Beacon v2 Production Implementation

Welcome to Beacon v2 Production Implementation (B2PI). This is an application that makes an instance of Beacon v2 be production ready.

Documentation

Please, go to B2RI/B2PI docs website to know how to use Beacon v2 Production Implementation.

Main changes from B2RI

Handlers of the endpoints are classes, not functions
Unit testing has been developed for the application, starting with 108 unit tests that cover 4000 lines of code approximately (100%)
Concurrency testing has been applied for this new beacon instance, showing results of responses for more than 3 million genomic variants splitted in different datasets in less than 100 millisecs, for a total of 1000 requests made by 10 users per second at the same time.
Linking ids to a dataset in a yaml file is not needed anymore
A couple more indexes for mongoDB have been applied, that, in addition to the restructuration of the code, have improved the quickness of the responses
Authentication/Authorization is now applied as a decorator, not as a different container
LOGS now show more relevant information about the different processes (from request to response) including transaction id, the time of execution of each function and the initial call and the return call
Exceptions now are raised from the lower layer to the top layer, with information and status for the origin of the exception
Architecture of the code is not dependent on a particular database, meaning that different types of databases (and more than one) can be potentially applied to this instance (although now only MongoDB is the one developed)
Parameters are sanitized
Users can manage what entry types want their beacon to show by editing a manage conf file inside source

TLS configuration

To enable TLS for the Becaon API set beacon_server_crt and beacon_server_key to the full paht of the server certificate and server key in beacon/conf/conf.py file.

TLS secured MongoDB

Edit the file beacon/connections/mongo/conf.py and set database_certificate to the full path to the client certificate. If a private CA is used also set the database_cafile to the full path to the CA certificate.

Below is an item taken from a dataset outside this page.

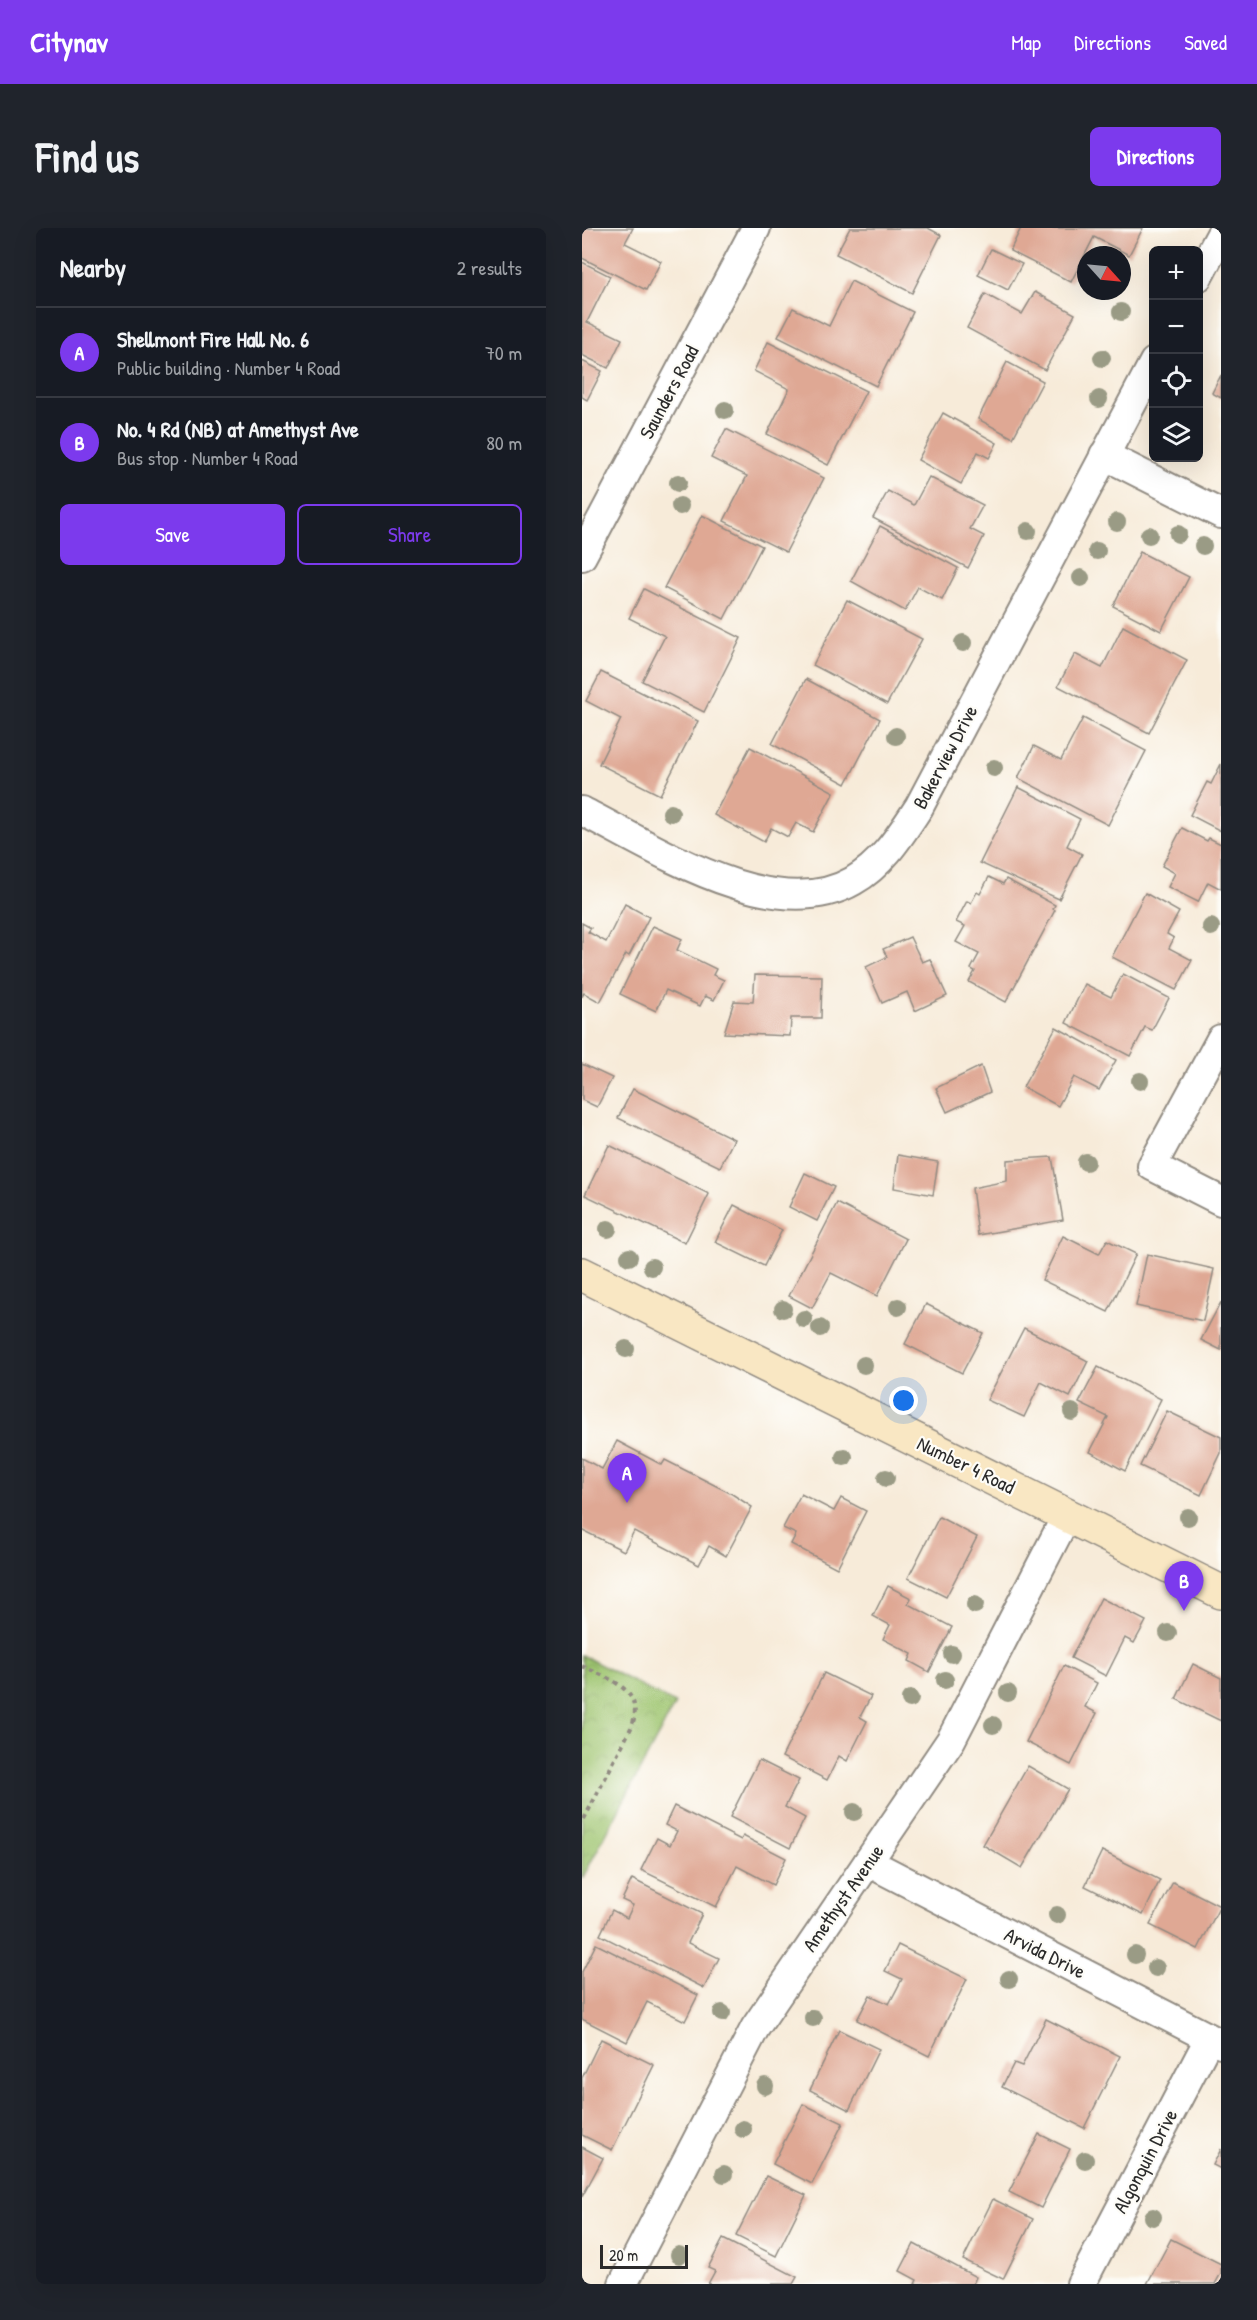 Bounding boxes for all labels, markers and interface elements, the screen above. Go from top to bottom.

The MongoDB client certificate should be in the combined PEM format client.key + "\n" + client.crt

For more information and have a testing on TLS, please go to mongoDB official documentation website.

Prerequisites

You should have installed:

Docker
Docker Compose
Data from RI TOOLS. Please, bear in mind that the datasetId for your records must match the id for the dataset in the /datasets entry type.

Light up the database and the Beacon

Up the containers

If you are using a build with all the services in the same cluster, you can use:

docker compose up -d --build

Up the containers (with services in independent servers)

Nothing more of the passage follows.